● GOAL OF THE EXERCISE:
Every line of the data needs to be returned exactly.

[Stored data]
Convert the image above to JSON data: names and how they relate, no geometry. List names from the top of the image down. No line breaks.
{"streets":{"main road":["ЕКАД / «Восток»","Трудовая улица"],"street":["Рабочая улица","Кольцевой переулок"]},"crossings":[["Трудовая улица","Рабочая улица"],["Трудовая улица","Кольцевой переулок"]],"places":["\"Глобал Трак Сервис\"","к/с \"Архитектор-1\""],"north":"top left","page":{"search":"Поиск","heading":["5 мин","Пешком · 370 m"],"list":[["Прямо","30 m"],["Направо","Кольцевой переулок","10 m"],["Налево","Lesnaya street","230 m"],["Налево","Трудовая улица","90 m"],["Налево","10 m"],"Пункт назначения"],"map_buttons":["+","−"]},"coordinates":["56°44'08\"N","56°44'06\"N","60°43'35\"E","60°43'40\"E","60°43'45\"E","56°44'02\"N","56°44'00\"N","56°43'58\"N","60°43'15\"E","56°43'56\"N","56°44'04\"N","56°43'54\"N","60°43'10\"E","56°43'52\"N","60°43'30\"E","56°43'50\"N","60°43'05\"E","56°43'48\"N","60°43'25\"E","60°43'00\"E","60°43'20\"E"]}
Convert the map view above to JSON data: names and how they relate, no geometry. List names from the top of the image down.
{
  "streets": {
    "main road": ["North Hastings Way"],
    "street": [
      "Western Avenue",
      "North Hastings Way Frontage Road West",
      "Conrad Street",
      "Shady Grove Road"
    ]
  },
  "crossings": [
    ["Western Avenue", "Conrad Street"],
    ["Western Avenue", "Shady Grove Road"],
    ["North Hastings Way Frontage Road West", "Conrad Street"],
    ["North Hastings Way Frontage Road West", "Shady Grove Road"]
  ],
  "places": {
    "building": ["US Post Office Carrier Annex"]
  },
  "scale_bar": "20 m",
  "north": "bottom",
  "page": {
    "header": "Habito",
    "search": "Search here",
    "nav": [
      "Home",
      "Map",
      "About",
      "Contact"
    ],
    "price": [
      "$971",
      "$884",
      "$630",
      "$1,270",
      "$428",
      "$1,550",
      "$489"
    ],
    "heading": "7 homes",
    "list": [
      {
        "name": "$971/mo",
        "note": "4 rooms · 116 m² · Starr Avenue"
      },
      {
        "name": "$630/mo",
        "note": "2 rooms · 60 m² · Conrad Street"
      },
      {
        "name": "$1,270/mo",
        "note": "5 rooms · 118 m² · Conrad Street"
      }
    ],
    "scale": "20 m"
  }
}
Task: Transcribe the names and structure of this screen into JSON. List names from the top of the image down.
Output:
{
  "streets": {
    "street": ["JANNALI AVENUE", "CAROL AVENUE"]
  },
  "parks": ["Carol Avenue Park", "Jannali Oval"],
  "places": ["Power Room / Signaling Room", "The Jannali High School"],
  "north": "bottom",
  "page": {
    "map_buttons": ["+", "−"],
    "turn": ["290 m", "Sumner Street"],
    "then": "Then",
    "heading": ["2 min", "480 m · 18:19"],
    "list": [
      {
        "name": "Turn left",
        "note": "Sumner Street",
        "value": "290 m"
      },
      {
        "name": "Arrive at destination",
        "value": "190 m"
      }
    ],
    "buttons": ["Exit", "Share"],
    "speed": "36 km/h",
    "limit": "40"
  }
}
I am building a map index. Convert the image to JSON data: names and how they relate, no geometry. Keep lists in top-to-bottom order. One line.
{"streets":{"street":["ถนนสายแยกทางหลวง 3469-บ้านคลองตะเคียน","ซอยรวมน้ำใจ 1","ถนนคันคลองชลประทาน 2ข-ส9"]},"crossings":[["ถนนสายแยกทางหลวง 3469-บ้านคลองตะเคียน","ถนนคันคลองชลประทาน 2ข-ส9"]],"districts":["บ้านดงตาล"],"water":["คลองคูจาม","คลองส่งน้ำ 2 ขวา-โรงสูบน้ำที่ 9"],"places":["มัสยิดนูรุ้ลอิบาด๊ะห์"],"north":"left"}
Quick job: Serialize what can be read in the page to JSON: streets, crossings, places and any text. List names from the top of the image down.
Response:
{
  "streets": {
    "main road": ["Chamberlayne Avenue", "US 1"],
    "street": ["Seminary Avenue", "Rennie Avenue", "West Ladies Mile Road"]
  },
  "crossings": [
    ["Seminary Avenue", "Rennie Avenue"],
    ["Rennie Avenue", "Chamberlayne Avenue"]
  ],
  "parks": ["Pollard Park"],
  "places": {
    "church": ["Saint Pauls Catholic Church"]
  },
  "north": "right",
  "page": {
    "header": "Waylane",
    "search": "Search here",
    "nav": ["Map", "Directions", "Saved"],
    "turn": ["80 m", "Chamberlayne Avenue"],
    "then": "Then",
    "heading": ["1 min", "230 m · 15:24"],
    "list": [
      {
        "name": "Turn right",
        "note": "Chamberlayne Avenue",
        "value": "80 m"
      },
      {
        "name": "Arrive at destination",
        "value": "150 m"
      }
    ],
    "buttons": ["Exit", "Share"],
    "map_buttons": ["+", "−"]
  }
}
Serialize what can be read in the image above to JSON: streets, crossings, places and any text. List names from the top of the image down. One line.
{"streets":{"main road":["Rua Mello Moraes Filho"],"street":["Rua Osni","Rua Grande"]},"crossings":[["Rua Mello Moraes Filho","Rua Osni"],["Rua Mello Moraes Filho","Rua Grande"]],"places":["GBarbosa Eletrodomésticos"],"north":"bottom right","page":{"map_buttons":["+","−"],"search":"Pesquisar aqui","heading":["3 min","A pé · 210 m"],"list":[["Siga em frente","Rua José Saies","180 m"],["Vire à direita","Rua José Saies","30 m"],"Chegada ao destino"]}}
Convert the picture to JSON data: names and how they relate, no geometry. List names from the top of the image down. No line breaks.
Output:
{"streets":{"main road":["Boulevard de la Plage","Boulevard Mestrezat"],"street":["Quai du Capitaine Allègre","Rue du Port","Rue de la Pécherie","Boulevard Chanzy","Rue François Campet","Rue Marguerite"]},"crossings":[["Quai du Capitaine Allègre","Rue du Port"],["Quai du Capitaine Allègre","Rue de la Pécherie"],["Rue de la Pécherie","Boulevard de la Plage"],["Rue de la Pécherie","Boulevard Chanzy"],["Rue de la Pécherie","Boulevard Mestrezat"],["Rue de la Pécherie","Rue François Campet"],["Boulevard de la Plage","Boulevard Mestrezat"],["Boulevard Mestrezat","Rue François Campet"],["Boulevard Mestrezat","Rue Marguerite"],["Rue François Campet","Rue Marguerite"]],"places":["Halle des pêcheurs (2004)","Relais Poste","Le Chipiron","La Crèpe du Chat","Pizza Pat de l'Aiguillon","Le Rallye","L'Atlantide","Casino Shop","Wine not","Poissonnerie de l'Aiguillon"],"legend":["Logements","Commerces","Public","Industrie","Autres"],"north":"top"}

● RESULT OF THE TASK:
Convert the image above to JSON data: names and how they relate, no geometry. List names from the top of the image down. No line breaks.
{"streets":{"main road":["ЕКАД / «Восток»","Трудовая улица"],"street":["Рабочая улица","Кольцевой переулок"]},"crossings":[["Трудовая улица","Рабочая улица"],["Трудовая улица","Кольцевой переулок"]],"places":["\"Глобал Трак Сервис\"","к/с \"Архитектор-1\""],"north":"top left","page":{"search":"Поиск","heading":["5 мин","Пешком · 370 m"],"list":[["Прямо","30 m"],["Направо","Кольцевой переулок","10 m"],["Налево","Lesnaya street","230 m"],["Налево","Трудовая улица","90 m"],["Налево","10 m"],"Пункт назначения"],"map_buttons":["+","−"]},"coordinates":["56°44'08\"N","56°44'06\"N","60°43'35\"E","60°43'40\"E","60°43'45\"E","56°44'02\"N","56°44'00\"N","56°43'58\"N","60°43'15\"E","56°43'56\"N","56°44'04\"N","56°43'54\"N","60°43'10\"E","56°43'52\"N","60°43'30\"E","56°43'50\"N","60°43'05\"E","56°43'48\"N","60°43'25\"E","60°43'00\"E","60°43'20\"E"]}
Convert the map view above to JSON data: names and how they relate, no geometry. List names from the top of the image down.
{
  "streets": {
    "main road": ["North Hastings Way"],
    "street": [
      "Western Avenue",
      "North Hastings Way Frontage Road West",
      "Conrad Street",
      "Shady Grove Road"
    ]
  },
  "crossings": [
    ["Western Avenue", "Conrad Street"],
    ["Western Avenue", "Shady Grove Road"],
    ["North Hastings Way Frontage Road West", "Conrad Street"],
    ["North Hastings Way Frontage Road West", "Shady Grove Road"]
  ],
  "places": {
    "building": ["US Post Office Carrier Annex"]
  },
  "scale_bar": "20 m",
  "north": "bottom",
  "page": {
    "header": "Habito",
    "search": "Search here",
    "nav": [
      "Home",
      "Map",
      "About",
      "Contact"
    ],
    "price": [
      "$971",
      "$884",
      "$630",
      "$1,270",
      "$428",
      "$1,550",
      "$489"
    ],
    "heading": "7 homes",
    "list": [
      {
        "name": "$971/mo",
        "note": "4 rooms · 116 m² · Starr Avenue"
      },
      {
        "name": "$630/mo",
        "note": "2 rooms · 60 m² · Conrad Street"
      },
      {
        "name": "$1,270/mo",
        "note": "5 rooms · 118 m² · Conrad Street"
      }
    ],
    "scale": "20 m"
  }
}
Task: Transcribe the names and structure of this screen into JSON. List names from the top of the image down.
Output:
{
  "streets": {
    "street": ["JANNALI AVENUE", "CAROL AVENUE"]
  },
  "parks": ["Carol Avenue Park", "Jannali Oval"],
  "places": ["Power Room / Signaling Room", "The Jannali High School"],
  "north": "bottom",
  "page": {
    "map_buttons": ["+", "−"],
    "turn": ["290 m", "Sumner Street"],
    "then": "Then",
    "heading": ["2 min", "480 m · 18:19"],
    "list": [
      {
        "name": "Turn left",
        "note": "Sumner Street",
        "value": "290 m"
      },
      {
        "name": "Arrive at destination",
        "value": "190 m"
      }
    ],
    "buttons": ["Exit", "Share"],
    "speed": "36 km/h",
    "limit": "40"
  }
}
I am building a map index. Convert the image to JSON data: names and how they relate, no geometry. Keep lists in top-to-bottom order. One line.
{"streets":{"street":["ถนนสายแยกทางหลวง 3469-บ้านคลองตะเคียน","ซอยรวมน้ำใจ 1","ถนนคันคลองชลประทาน 2ข-ส9"]},"crossings":[["ถนนสายแยกทางหลวง 3469-บ้านคลองตะเคียน","ถนนคันคลองชลประทาน 2ข-ส9"]],"districts":["บ้านดงตาล"],"water":["คลองคูจาม","คลองส่งน้ำ 2 ขวา-โรงสูบน้ำที่ 9"],"places":["มัสยิดนูรุ้ลอิบาด๊ะห์"],"north":"left"}
Quick job: Serialize what can be read in the page to JSON: streets, crossings, places and any text. List names from the top of the image down.
Response:
{
  "streets": {
    "main road": ["Chamberlayne Avenue", "US 1"],
    "street": ["Seminary Avenue", "Rennie Avenue", "West Ladies Mile Road"]
  },
  "crossings": [
    ["Seminary Avenue", "Rennie Avenue"],
    ["Rennie Avenue", "Chamberlayne Avenue"]
  ],
  "parks": ["Pollard Park"],
  "places": {
    "church": ["Saint Pauls Catholic Church"]
  },
  "north": "right",
  "page": {
    "header": "Waylane",
    "search": "Search here",
    "nav": ["Map", "Directions", "Saved"],
    "turn": ["80 m", "Chamberlayne Avenue"],
    "then": "Then",
    "heading": ["1 min", "230 m · 15:24"],
    "list": [
      {
        "name": "Turn right",
        "note": "Chamberlayne Avenue",
        "value": "80 m"
      },
      {
        "name": "Arrive at destination",
        "value": "150 m"
      }
    ],
    "buttons": ["Exit", "Share"],
    "map_buttons": ["+", "−"]
  }
}
Serialize what can be read in the image above to JSON: streets, crossings, places and any text. List names from the top of the image down. One line.
{"streets":{"main road":["Rua Mello Moraes Filho"],"street":["Rua Osni","Rua Grande"]},"crossings":[["Rua Mello Moraes Filho","Rua Osni"],["Rua Mello Moraes Filho","Rua Grande"]],"places":["GBarbosa Eletrodomésticos"],"north":"bottom right","page":{"map_buttons":["+","−"],"search":"Pesquisar aqui","heading":["3 min","A pé · 210 m"],"list":[["Siga em frente","Rua José Saies","180 m"],["Vire à direita","Rua José Saies","30 m"],"Chegada ao destino"]}}
Convert the picture to JSON data: names and how they relate, no geometry. List names from the top of the image down. No line breaks.
Output:
{"streets":{"main road":["Boulevard de la Plage","Boulevard Mestrezat"],"street":["Quai du Capitaine Allègre","Rue du Port","Rue de la Pécherie","Boulevard Chanzy","Rue François Campet","Rue Marguerite"]},"crossings":[["Quai du Capitaine Allègre","Rue du Port"],["Quai du Capitaine Allègre","Rue de la Pécherie"],["Rue de la Pécherie","Boulevard de la Plage"],["Rue de la Pécherie","Boulevard Chanzy"],["Rue de la Pécherie","Boulevard Mestrezat"],["Rue de la Pécherie","Rue François Campet"],["Boulevard de la Plage","Boulevard Mestrezat"],["Boulevard Mestrezat","Rue François Campet"],["Boulevard Mestrezat","Rue Marguerite"],["Rue François Campet","Rue Marguerite"]],"places":["Halle des pêcheurs (2004)","Relais Poste","Le Chipiron","La Crèpe du Chat","Pizza Pat de l'Aiguillon","Le Rallye","L'Atlantide","Casino Shop","Wine not","Poissonnerie de l'Aiguillon"],"legend":["Logements","Commerces","Public","Industrie","Autres"],"north":"top"}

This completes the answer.